Irish aviation leasing sector male-dominated, study finds
Half of survey respondents said less than one-in-10 executive positions filled by women
Christine O’Donovan, a partner in Mason Hayes & Curran and its head of aviation: further work may be needed to ensure diversity is given the priority it deserves in company policies.
The results of a study of attitudes to gender within the €4 billion Irish aviation leasing industry suggest too many top roles are held by men, women find it difficult to progress, and large aviation lessors are badly positioned to implement new European rules on diversity reporting.
The survey of attitudes across the industry was carried out for corporate law firm Mason Hayes & Curran (MHC), which provides legal services to the sector.
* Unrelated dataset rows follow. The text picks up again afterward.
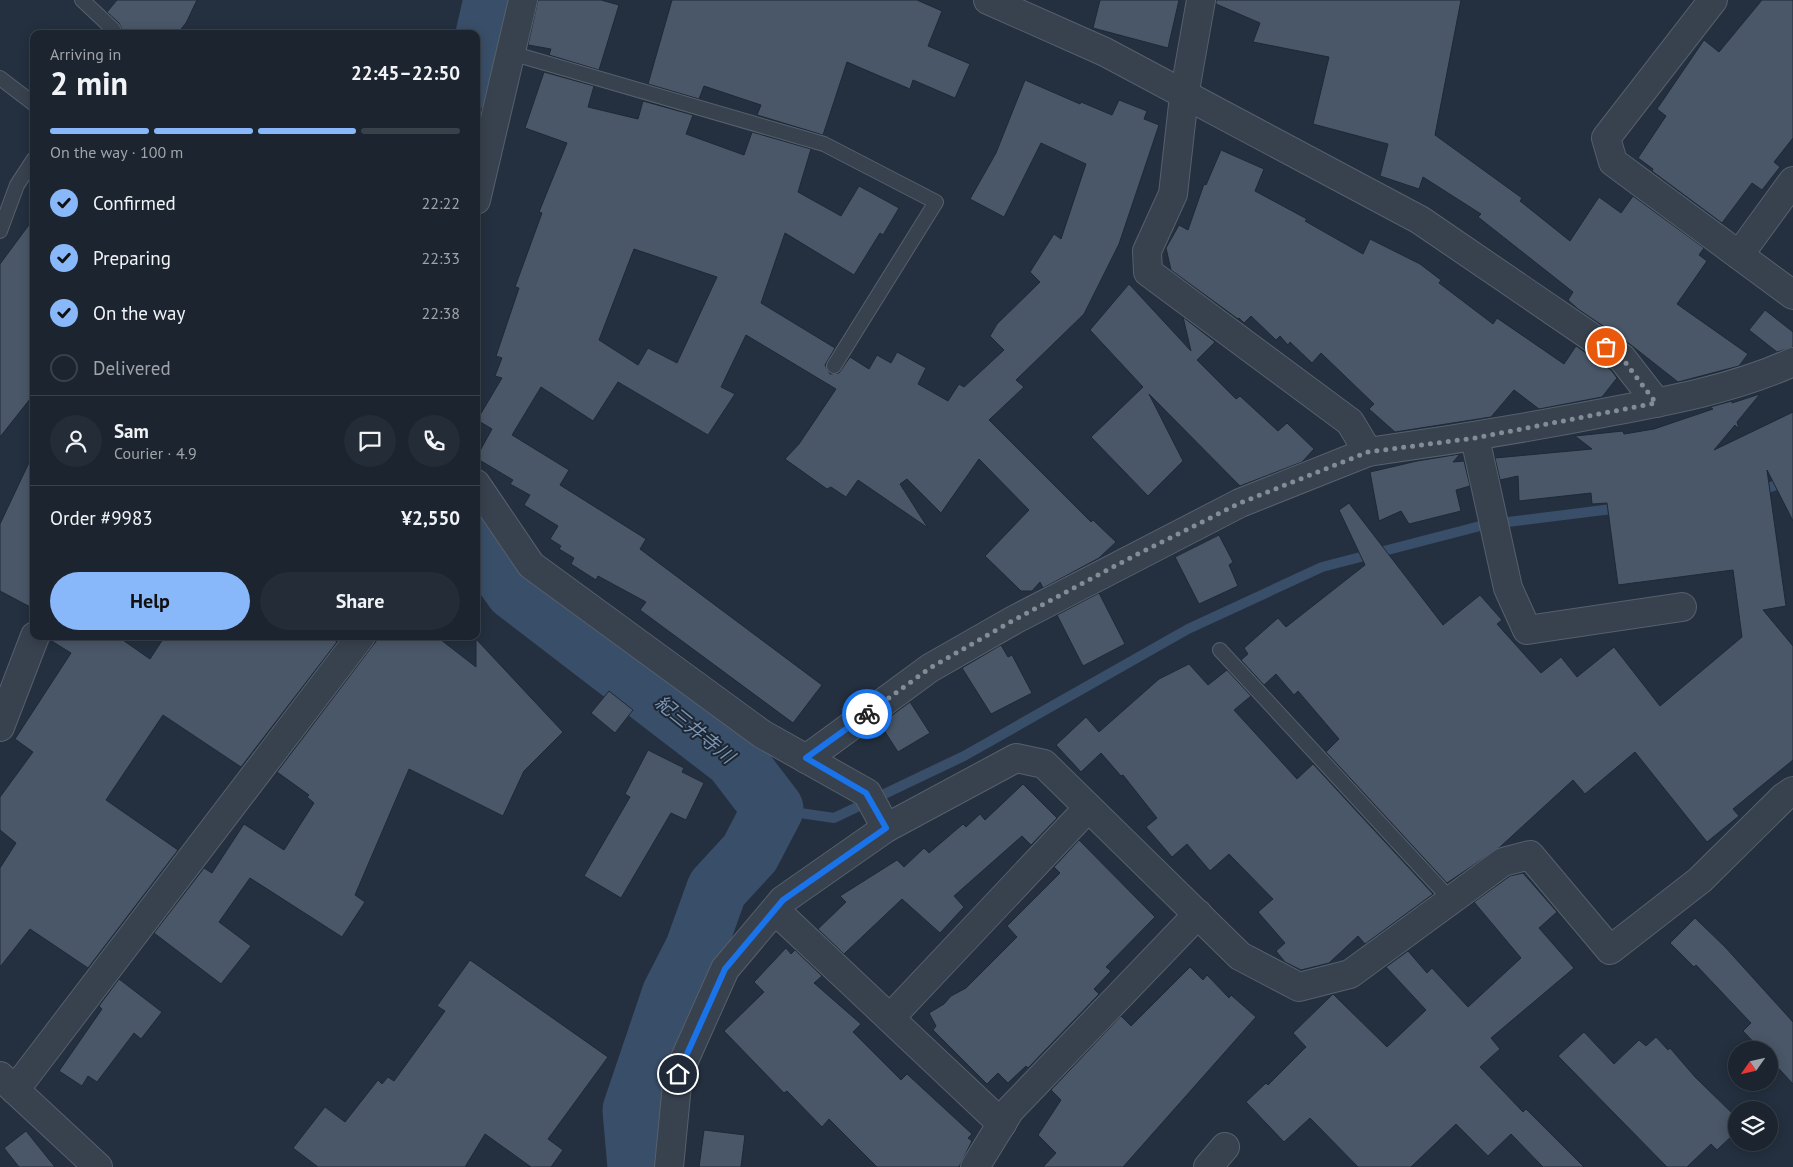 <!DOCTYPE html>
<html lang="en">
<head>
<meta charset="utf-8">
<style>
	:root { --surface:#1b242f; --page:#242c37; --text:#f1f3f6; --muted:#a0a4aa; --line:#39414b; --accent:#89b8fa }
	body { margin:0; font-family:"PT Sans","Noto Sans JP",sans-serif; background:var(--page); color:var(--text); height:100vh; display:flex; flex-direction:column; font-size:19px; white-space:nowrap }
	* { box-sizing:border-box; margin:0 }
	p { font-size:16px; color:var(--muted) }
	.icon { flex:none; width:28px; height:28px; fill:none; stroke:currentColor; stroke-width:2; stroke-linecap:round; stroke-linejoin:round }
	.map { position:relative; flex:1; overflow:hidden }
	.drawer { position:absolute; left:30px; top:30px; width:450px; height:610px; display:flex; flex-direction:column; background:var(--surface); border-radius:10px; box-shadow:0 2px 12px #0003,0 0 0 1px var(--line) }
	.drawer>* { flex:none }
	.needle { width:32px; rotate:236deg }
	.tools { position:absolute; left:1728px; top:1041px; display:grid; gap:10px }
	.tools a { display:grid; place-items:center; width:50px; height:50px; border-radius:50%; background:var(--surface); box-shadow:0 2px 12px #0003,0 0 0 1px var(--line); font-size:25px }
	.pin { position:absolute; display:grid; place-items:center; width:42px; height:42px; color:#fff; margin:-21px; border:2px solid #fff; border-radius:50%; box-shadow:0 1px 5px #0007 }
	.courier { position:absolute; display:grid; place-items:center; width:50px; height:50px; margin:-25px; border:4px solid #1a73e8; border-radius:50%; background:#fff; color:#222; box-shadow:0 1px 6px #0007 }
	.headline em { font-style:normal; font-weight:700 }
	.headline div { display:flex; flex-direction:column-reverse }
	.headline { display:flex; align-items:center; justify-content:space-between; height:85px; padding:0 20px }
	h1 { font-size:32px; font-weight:700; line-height:38px }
	.bar { display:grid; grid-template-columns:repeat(4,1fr); gap:8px 5px; align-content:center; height:60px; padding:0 20px }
	.bar i { height:6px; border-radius:4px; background:var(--line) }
	.bar .current { background:var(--accent) }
	.bar p { grid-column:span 4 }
	.line { display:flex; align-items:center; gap:12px; padding:0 20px; border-top:1px solid var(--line) }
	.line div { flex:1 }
	.round { display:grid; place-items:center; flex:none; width:52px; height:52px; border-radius:26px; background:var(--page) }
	ol { padding:0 20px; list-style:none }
	li { display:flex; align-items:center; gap:15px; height:55px }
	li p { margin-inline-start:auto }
	li .icon { padding:5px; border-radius:50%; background:var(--accent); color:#111; stroke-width:4 }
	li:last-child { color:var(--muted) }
	li i { width:28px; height:28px; border:2px solid var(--line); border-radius:50% }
	.primary-button { display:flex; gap:10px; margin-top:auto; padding:10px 20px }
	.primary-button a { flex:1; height:58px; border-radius:30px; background:var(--accent); color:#111; font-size:20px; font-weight:700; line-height:58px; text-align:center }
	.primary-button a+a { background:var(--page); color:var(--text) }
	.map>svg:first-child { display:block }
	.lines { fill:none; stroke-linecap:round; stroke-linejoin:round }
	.stream { stroke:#394e68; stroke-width:10 }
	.river { stroke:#394e68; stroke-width:61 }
	.building { fill:#4a5768; stroke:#1f2936; fill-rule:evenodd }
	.service-casing { stroke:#56606d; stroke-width:16 }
	.minor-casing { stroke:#56606d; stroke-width:30 }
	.service { stroke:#38424f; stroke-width:14 }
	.minor { stroke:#38424f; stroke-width:28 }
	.done { stroke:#828c99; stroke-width:5; stroke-dasharray:0 9 }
	.route { stroke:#1a73e8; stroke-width:6 }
	.labels { text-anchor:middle; stroke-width:4; stroke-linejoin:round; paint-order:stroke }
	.water-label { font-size:19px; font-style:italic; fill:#7b94b2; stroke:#1d2734 }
</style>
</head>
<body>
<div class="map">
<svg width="1793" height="1167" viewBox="0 0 1793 1167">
	<rect width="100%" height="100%" fill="#24303f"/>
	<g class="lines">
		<g class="stream">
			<polyline points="1758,491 1793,480"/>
			<polyline points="773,809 834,818 964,756 1188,629 1322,567 1484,525 1620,508"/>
		</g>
		<g class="river">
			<polyline points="476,78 494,0"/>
			<polyline points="476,535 515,590 734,758 773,809 750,853 717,889 695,950 672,995 633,1110 638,1167"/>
		</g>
	</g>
	<g class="building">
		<polygon points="117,0 197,0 186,23 177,34 124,34 119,23 107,12"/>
		<polygon points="538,0 601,0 619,5 599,70 549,55 551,49 528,45"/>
		<polygon points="672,0 917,0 942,11 928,46 970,64 955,98 913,80 910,89 847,62 823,135 757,115 761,105 704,86 699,99 648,84"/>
		<polygon points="1100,0 1179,0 1168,48 1093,28"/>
		<polygon points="1216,0 1461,0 1435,135 1522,198 1520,201 1570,241 1599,197 1621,213 1633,196 1704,248 1699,255 1707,261 1677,304 1748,354 1739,366 1678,382 1631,345 1578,309 1568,300 1573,292 1478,217 1481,214 1423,177 1419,189 1380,176 1388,144 1313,124 1329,57 1253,42 1260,23 1216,4"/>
		<polygon points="1762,0 1793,0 1793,138 1774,162 1780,167 1762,190 1752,183 1722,223 1652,171 1653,169 1638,158 1666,116 1657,109 1704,40 1719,52"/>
		<path d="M 544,72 L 594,86 L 588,107 L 638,119 L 643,101 L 693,115 L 686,134 L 744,155 L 752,132 L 811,149 L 798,192 L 841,216 L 859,186 L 899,208 L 883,235 L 880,233 L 854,275 L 785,233 L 761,303 L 835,348 L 825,365 L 830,374 L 839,373 L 850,357 L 869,369 L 877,355 L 891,363 L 897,352 L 926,368 L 918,384 L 948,401 L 959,384 L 964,387 L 1004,350 L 990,336 L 997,324 L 1040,282 L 1030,272 L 1054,234 L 1061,239 L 1086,164 L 1041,143 L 1004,217 L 970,199 L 996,153 L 1025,80 L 1080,104 L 1081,102 L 1112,115 L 1119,100 L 1147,111 L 1144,119 L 1159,125 L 1119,244 L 1084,314 L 1016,380 L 1024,387 L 989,420 L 1091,522 L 1093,520 L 1116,542 L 1099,558 L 1043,588 L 1040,582 L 1032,591 L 1021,591 L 985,556 L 1029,510 L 979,459 L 941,513 L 907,479 L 900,484 L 928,528 L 858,480 L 846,497 L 831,487 L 827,489 L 785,459 L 799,444 L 836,389 L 746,335 L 721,387 L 735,394 L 708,435 L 618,382 L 593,421 L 541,387 L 512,435 L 569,470 L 560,485 L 646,539 L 640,549 L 822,685 L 793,723 L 640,610 L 646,602 L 598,576 L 596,580 L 571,564 L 574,558 L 559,549 L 561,546 L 550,539 L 558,526 L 524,505 L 530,495 L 510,484 L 513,480 L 476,458 L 492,429 L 477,420 L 502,378 L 495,376 L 502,358 L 496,356 L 519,288 L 515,287 L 542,213 L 539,212 L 567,143 L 525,128 ZM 634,249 L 717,277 L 677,363 L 648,348 L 638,365 L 599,340 Z"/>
		<polygon points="1221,150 1264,169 1255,191 1307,219 1305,221 1363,254 1370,239 1420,264 1441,280 1439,283 1493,324 1497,318 1564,364 1576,346 1611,370 1617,378 1602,397 1539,409 1514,390 1491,417 1395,432 1369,409 1374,404 1321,353 1312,363 1290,342 1288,345 1280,336 1276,340 1251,316 1244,323 1239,318 1238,319 1171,270 1166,248 1179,225 1188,230 1204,184 1206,185"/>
		<polygon points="34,218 34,394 0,437 0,264"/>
		<polygon points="1129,284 1191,351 1183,317 1215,342 1197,360 1236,399 1240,396 1278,431 1287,423 1314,449 1302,462 1240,486 1149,394 1183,461 1148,496 1091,437 1143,387 1090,330"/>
		<polygon points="1765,310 1793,332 1793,347 1777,352 1749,330"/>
		<polygon points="1760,394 1737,422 1739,429 1735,425 1714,450 1793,412 1793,521 1767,470 1786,606 1763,610 1793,646 1793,760 1733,809 1739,816 1707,842 1635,752 1585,794 1573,780 1500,847 1447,883 1326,752 1339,739 1298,691 1294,695 1276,674 1264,685 1241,660 1248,654 1244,648 1278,618 1286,627 1365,565 1339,510 1349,503 1443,625 1480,595 1502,620 1497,624 1541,673 1561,657 1577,677 1614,647 1660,706 1742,637 1733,570 1618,585 1607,503 1592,504 1591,493 1519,501 1518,476 1500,480 1495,458 1592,449 1575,436 1623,431 1624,434 1654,429 1713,409 1710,407 1732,401 1732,403"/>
		<polygon points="34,452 34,609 0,591 0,524"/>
		<polygon points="1460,454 1453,462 1464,461 1470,486 1456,490 1461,511 1409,524 1401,511 1379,521 1370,472 1417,461"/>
		<polygon points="1219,535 1233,562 1229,565 1238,586 1199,604 1175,557"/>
		<polygon points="1099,593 1125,644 1083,666 1057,615"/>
		<polygon points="50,636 117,636 150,659 165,636 329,636 337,642 241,767 163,715 106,800 178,850 88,968 30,929 0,967 0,868 16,843 0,830 0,797 33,752 15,739 71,653 50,640"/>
		<polygon points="380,636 436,636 476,667 476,639 563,732 524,771 503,816 409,769 355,895 365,902 342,937 250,878 219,922 251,946 221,984 154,933 204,868 212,873 244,824 284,850 314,803 307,797 309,795 277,772"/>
		<polygon points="1001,645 1008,657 1012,655 1032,693 991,714 962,668"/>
		<polygon points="1189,664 1208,685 1227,670 1251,696 1234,710 1297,779 1313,764 1433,894 1365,944 1358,936 1329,963 1301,970 1285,962 1276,951 1285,943 1258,912 1273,899 1229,854 1210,871 1187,844 1172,857 1146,827 1157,818 1123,775 1121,776 1101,753 1081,772 1056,745 1086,717 1099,732 1159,679"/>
		<polygon points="609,691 633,710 615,733 591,713"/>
		<polygon points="910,702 930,733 898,752 880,724"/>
		<polygon points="648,750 684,768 682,772 704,783 686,820 671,813 621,898 584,876 630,797 625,794"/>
		<polygon points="1023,784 1057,818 1031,845 1022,836 954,896 964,907 940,933 902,899 844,954 818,929 846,902 840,896 897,860 904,867 924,848 929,853 963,824 966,827 980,814 985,820"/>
		<polygon points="1079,840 1155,917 1106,967 1111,971 1094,989 1099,994 1028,1068 1026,1066 1008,1083 998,1073 987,1084 933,1030 936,1026 929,1013 944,1004 951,996 966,988 1017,937 1007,926 1060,873 1054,867"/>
		<polygon points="1523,873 1557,912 1539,928 1574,968 1491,1038 1500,1049 1480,1067 1523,1112 1526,1109 1584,1167 1543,1167 1511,1134 1488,1156 1456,1124 1411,1167 1358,1167 1310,1118 1284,1142 1246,1102 1266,1083 1268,1085 1306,1047 1293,1033 1333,994 1387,1047 1426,1010 1386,967 1408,951 1427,973 1432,968 1468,1007 1521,958 1474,902 1510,876"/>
		<polygon points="1695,918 1725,947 1793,1022 1793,1084 1769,1058 1769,1050 1761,1050 1743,1031 1751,1023 1696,965 1694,967 1670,943"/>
		<polygon points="786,948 791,954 795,950 822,976 814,983 861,1024 853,1032 901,1080 907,1074 972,1134 968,1138 972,1141 959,1167 877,1167 829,1119 822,1127 787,1091 784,1093 724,1031 764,992 754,982"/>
		<polygon points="470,960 608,1057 548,1139 563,1150 551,1167 531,1167 485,1134 465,1167 318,1167 293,1148 325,1107 345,1122 378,1080 382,1084 388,1077 394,1081 445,1011 437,1006"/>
		<polygon points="1190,967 1203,980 1207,975 1229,998 1231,995 1256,1017 1123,1167 1043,1167 1056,1153 1038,1135 1061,1100 1051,1090 1121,1016 1131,1026"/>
		<polygon points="119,979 162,1012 141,1039 134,1033 97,1082 88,1076 82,1086 59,1071 102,1009 99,1006"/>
		<polygon points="1584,1032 1614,1064 1639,1040 1646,1046 1656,1037 1668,1050 1670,1048 1695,1077 1736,1117 1736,1132 1717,1150 1711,1144 1687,1167 1667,1167 1558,1056"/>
		<polygon points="704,1130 745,1135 741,1167 699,1167"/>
		<polygon points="26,1131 55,1167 19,1167 4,1148"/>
	</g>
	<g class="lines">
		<defs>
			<g id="service">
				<polyline points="82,0 113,29 115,34"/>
				<polyline points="511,53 824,144 936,202 834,366"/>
				<polyline points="0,78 34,104"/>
				<polyline points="0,231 17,185 34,159"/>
				<polyline points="1220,650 1451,900"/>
			</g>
			<g id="minor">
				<polyline points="988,0 1105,52 1420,220 1622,358 1657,403"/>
				<path d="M 1201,0 L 1184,96 L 1173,194 L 1147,251 L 1148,272 L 1350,422 L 1368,452 C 1447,441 1525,428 1603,413 C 1667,401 1734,389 1793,362"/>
				<polyline points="1713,0 1606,138 1613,162 1793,295"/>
				<polyline points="476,200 523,0"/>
				<polyline points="1739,255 1793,181"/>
				<polyline points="1475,438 1508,588 1527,630 1682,607"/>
				<polyline points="476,484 531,565 762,734 867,793 886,828"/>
				<polyline points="0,727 35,636"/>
				<polyline points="806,759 930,668 1014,620 1240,503 1368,452"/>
				<polyline points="775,910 1002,1124"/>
				<polyline points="890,1018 1088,808"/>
				<polyline points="0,1076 98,1167"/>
				<polyline points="15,1090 361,636"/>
				<polyline points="669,1167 678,1074 725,969 783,900 886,828 1016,758 1044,764 1240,956 1299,987 1350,974 1503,862 1530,855 1610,950 1700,880 1784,797 1793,791"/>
				<polyline points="975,1167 1010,1110 1198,914"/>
				<polyline points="1208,1167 1225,1147"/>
			</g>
		</defs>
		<use href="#service" class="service-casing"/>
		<use href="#minor" class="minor-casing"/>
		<use href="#service" class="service"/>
		<use href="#minor" class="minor"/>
	</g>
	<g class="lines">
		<polyline class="done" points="867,714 930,668 1014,620 1130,558 1240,503 1368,452 1475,438 1656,403 1622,358 1606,347"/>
		<polyline class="route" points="678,1074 725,969 783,900 886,828 866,793 806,758 867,714"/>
	</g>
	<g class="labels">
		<g class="water-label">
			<text transform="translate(695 729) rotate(39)" y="7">紀三井寺川</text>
		</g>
	</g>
</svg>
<div class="tools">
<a><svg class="needle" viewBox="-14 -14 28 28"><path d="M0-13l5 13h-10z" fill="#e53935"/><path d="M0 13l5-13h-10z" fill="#a0a4aa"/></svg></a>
<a><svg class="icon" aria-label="layers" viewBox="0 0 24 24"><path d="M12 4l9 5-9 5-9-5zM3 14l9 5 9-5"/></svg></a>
</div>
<div class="pin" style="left:1606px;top:347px;background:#ea580c"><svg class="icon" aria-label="bag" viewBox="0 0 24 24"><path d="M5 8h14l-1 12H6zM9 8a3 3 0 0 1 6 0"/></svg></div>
<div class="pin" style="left:678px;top:1074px;background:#1f2937"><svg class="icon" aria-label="home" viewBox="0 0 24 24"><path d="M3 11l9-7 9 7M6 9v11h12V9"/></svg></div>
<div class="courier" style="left:867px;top:714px"><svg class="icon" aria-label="bike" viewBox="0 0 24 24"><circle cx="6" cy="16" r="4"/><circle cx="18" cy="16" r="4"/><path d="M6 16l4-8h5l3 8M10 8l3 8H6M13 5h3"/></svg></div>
<section class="drawer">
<div class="headline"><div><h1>2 min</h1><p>Arriving in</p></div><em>22:45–22:50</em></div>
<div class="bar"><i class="current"></i><i class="current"></i><i class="current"></i><i></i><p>On the way · 100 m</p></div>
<ol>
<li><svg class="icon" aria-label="check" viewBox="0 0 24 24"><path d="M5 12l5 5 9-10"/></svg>Confirmed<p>22:22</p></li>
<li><svg class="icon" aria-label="check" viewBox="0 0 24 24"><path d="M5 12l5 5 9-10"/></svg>Preparing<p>22:33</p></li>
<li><svg class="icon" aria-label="check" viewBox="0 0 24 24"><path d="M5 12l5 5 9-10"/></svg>On the way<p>22:38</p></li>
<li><i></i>Delivered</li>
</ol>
<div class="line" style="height:90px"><a class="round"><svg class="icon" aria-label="person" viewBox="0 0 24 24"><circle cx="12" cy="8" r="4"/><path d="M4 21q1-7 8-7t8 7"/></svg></a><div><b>Sam</b><p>Courier · 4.9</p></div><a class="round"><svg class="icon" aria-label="chat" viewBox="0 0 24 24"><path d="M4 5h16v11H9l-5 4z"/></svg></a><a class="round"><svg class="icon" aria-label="phone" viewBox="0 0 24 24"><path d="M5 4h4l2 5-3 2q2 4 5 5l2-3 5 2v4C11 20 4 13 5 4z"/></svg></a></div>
<div class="line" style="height:65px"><div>Order #9983</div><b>¥2,550</b></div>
<div class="primary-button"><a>Help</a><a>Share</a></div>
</section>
</div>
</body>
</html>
Two-thirds of respondents said that over 30 per cent of positions at their companies were held by women. However, three-quarters of those surveyed said they reported to a male superior.
“This points to issues around female employees not being able to climb the ladder and access senior management roles,” the report, Gender and Diversity in Aviation, says.
Half of respondents said less than one-in-10 of so-called “C-suite” or top-level executive positions are filled by women.
Gender and diversity
Under new European Union rules transposed in Ireland in August, large organisations must now complete annual diversity reports. The MHC study found two-thirds of respondents said their company did not have a gender and diversity committee to set policies. MHC said this was “disappointing”.
“Given the introduction of the EU regulations relating to non-financial and diversity information, it is essential that companies prioritise what they can do now to ensure they have a diversity policy in place along with a plan for its implementation,” the report says.
“Looking at the survey results, it would appear that, for some organisations in the aviation industry, further work may need to be carried out to ensure that diversity is given the priority it deserves in company policies,” said Christine O’Donovan, a partner in MHC and its head of aviation.